PPP/C challenges validity of APNU/AFC’s election petitions
— coalition says complied with all legal requirements
The ruling People’s Progressive Party/Civic (PPP/C) has asked the High Court to throw out both of the APNU/AFC Coalition’s petitions that challenge the outcome of the March 2, 2020 National and Regional Elections.
During the virtual case management conference on Thursday, Trinidadian Senior Counsel Douglas Mendes, appearing on behalf of the PPP/C, raised a point in relation to service of the petitions.
He contended that PPP/C’s General Secretary Bharrat Jagdeo, who is the fourth named respondent in the case, was not served with the petitions in accordance with established procedures, hence the orders made by the court are not compliant with the relevant rules.
“Essentially, the application will be that the service has not been effected at all on Mr Jagdeo, because the rule that is there to deem the service was not followed in this case,” Mendes indicated.
However, Chief Justice (ag) Roxane George explained that an application was made ex parte for substituted service in both petitions, and based on evidence tendered in both petitions, the court reviewed applications and ordered that there be substituted service to be done via registered post for both petitions. She noted that those orders still stand.
But according to the SC Mendes, proper service was not followed in either, and flawed service would essentially amount to nonservice, hence both petitions would be a nullity in their entirety.

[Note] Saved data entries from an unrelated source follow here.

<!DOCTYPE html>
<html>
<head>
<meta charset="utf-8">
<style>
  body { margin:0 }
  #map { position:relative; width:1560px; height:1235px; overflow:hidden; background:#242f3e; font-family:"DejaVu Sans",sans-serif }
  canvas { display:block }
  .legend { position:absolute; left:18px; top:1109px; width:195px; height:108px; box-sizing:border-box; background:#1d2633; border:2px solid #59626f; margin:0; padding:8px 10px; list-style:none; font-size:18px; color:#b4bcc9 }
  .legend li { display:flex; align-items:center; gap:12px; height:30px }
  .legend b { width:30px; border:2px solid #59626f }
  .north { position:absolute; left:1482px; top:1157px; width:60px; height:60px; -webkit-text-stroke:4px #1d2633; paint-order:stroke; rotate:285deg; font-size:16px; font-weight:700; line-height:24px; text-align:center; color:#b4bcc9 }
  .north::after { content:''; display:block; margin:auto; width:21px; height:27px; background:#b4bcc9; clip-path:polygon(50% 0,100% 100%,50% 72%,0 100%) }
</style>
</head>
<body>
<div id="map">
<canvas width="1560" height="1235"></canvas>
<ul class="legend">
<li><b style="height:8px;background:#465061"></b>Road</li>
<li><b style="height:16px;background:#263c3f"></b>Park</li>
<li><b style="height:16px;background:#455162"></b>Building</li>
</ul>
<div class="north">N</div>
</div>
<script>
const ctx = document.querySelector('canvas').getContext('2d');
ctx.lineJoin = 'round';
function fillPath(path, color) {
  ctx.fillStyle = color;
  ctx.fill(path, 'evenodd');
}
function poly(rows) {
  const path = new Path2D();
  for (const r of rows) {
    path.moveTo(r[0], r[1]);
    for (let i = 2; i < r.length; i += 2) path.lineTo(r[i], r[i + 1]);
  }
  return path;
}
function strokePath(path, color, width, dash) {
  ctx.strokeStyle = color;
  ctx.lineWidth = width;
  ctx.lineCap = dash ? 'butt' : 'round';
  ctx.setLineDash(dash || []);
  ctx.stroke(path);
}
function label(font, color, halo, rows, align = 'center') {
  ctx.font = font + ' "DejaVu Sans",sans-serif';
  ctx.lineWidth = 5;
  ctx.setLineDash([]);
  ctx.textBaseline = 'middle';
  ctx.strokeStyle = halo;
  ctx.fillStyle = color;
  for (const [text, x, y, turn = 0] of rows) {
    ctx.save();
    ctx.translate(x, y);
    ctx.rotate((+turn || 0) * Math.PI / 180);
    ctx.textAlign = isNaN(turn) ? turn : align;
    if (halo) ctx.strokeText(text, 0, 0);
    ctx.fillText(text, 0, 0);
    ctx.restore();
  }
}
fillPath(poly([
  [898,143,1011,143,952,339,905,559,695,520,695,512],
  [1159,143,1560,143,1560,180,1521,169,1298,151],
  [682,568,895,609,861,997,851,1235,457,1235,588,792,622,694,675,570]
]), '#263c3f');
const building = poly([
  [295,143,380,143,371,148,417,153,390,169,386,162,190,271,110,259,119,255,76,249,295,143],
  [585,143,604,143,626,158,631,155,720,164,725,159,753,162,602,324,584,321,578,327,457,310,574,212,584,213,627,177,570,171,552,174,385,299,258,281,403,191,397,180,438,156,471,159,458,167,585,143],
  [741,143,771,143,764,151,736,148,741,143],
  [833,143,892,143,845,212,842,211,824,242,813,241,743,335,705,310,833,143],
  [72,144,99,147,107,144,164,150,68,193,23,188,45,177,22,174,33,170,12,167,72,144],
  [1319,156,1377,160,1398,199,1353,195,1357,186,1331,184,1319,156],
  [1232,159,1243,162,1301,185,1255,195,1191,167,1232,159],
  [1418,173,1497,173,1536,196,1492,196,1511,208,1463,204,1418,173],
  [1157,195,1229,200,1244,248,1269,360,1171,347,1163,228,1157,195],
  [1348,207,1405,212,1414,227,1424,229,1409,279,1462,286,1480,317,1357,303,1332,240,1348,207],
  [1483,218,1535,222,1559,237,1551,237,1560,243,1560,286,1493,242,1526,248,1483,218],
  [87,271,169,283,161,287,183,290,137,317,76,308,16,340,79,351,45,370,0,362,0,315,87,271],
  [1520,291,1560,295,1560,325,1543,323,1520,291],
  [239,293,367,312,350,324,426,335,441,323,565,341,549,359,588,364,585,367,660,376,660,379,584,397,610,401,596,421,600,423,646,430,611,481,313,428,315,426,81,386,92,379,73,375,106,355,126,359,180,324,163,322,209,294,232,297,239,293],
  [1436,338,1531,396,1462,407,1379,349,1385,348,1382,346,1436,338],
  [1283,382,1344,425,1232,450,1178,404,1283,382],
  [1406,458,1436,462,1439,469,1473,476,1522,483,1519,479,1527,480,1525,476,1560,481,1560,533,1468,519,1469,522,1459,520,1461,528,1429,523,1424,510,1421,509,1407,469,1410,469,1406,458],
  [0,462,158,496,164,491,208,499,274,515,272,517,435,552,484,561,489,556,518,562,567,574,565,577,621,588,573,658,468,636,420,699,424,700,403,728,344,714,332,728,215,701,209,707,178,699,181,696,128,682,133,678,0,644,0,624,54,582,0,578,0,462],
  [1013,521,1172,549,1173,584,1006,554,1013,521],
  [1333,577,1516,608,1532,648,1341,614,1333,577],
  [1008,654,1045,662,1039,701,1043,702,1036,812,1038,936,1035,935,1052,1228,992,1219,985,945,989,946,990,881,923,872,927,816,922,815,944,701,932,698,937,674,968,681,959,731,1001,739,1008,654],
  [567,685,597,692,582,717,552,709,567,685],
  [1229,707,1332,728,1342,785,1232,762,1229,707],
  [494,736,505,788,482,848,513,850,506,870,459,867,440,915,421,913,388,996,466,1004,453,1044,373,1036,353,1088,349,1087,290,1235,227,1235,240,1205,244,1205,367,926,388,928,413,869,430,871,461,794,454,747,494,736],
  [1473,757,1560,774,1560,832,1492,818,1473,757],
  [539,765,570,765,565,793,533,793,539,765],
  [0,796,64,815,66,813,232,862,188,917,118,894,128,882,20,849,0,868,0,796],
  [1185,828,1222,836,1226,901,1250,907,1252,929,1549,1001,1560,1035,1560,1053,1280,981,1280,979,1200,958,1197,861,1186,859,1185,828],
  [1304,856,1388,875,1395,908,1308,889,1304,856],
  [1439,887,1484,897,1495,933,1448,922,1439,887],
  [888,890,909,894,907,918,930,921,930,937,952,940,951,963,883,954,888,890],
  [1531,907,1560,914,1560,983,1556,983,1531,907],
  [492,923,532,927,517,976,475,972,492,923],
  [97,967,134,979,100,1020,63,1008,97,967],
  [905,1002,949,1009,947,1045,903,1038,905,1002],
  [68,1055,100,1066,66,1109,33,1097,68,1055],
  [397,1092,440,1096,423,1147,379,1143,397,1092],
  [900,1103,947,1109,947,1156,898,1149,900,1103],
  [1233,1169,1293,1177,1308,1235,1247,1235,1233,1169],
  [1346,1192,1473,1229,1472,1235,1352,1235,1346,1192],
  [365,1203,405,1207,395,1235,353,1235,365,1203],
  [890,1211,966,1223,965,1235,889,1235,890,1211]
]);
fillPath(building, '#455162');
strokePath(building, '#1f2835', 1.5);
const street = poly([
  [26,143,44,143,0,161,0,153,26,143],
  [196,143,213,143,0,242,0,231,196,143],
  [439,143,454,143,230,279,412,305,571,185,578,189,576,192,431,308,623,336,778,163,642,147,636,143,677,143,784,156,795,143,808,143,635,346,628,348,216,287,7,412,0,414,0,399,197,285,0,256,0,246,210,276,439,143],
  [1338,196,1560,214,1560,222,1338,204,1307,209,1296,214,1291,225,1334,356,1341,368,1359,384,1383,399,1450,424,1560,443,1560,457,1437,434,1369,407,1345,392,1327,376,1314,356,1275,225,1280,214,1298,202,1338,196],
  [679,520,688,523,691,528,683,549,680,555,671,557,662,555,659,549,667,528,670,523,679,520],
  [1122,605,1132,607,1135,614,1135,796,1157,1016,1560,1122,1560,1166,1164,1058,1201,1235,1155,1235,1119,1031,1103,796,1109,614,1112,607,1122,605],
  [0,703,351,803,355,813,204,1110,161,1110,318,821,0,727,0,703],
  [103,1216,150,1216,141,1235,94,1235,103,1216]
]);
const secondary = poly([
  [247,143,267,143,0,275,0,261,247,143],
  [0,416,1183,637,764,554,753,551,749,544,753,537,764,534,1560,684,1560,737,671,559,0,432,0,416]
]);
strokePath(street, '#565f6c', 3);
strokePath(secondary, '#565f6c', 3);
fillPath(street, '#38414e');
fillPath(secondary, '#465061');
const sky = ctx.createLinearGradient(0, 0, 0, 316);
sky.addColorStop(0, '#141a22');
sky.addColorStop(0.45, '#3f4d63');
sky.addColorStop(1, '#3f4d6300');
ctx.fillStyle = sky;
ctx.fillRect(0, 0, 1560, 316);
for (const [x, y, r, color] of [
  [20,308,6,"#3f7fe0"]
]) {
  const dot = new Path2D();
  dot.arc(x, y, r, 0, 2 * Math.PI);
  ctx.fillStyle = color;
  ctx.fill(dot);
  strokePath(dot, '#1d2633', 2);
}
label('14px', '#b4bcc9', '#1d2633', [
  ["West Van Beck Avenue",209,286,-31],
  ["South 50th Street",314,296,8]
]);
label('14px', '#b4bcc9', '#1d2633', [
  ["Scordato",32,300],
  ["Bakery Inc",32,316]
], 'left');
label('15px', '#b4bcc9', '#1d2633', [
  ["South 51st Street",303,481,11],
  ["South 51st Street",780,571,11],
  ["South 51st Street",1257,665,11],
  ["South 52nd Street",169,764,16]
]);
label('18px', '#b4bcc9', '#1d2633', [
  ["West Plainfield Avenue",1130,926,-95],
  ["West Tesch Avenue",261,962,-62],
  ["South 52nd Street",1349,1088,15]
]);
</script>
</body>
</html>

“While the [court] order stands, the application and order were not in accordance with the rule. In election petition matters, as we would know, the rules are required to be very strictly followed, certainly in relation to service, and the opportunities that are allowed to a petitioner who does not serve within time – of course, as you know My Lady, if you don’t serve within time, the petition is a nullity. The way you get out of the requirement that you served within particular period of time is that you make an application under the rule, and what we’re saying provisionally is that the application and/or the order did not comply with the rule, and therefore service has not been effected properly,” the Trinidadian lawyer asserted.
However, Mendes informed the court that because his client did not receive all the documents, including the formal court order, this is a preliminary position. As such, he requested time to finalise a position and subsequently file a formal application on this issue, if necessary.
In this sense, the acting Chief Justice had also raised a concern on service during Thursday’s case management hearing. In fact, she pointed out that service of the petition on the second named respondent in the matters – APNU/AFC’s David Granger – was “out of time”.
She pointed out that according to the rules, the petition must be served within five days of filing on the respondents, but the court records show that the petitions were served until September 25, 2020, when they were filed on September 15.
Nevertheless, Justice George asked SC Mendes to make applications/submissions on the issue he raised, and has set dates for the petitioners and Attorney General Anil Nandlall to respond. This matter is fixed for hearing on November 24 and 25.
However, during a press briefing following the case management hearing, Senior Counsel Roysdale Forde, who is part of the legal team in the first petition, is confident that Coalition has complied with all the legal requirements in filing both election petitions.
“I am satisfied that we would have complied with all the legal requirements in relation to the elections petitions and the laws governing them… To clarify, we complied with every material particular in respect of these election petitions,” Forde contended.
The Senior Counsel further told the media that the party is pleased with the fact that the court recognises the urgency in dealing with these matters.
“We expect that these election petitions would be heard and determined quickly and in favour of the petitioners who would have filed them,” he added.
Meanwhile, Attorney General Anil Nandlall, commenting on Thursday’s hearing, emphasised the importance of the rules and procedures of the National Assembly (Validity of Elections) Act peculiar to the election petitions.
“If there is noncompliance with any of the procedural steps or procedure, or there if any violation of any of the timeframes prescribed for proceedings to be done or steps to be taken, those deviations, those violations, those non-observations of either those rules, regulations, procedures or timeframes, can be fatal and can cause the petition to be dismissed without any further hearing,” Nandlall explained.
The Attorney General, who has a “roving jurisdiction” and has the liberty to address any issue of law, outlined that the procedures for election petitions are far different from the normal civil litigations, where a judge might have the latitude to forgive a violation of noncompliance with timeframes.
“Those jurisdictions and discretions do not exist in an election petition… You get one bite of the cherry so to speak, and if you don’t comply, well, that’s too bad for you,” AG Nandlall asserted.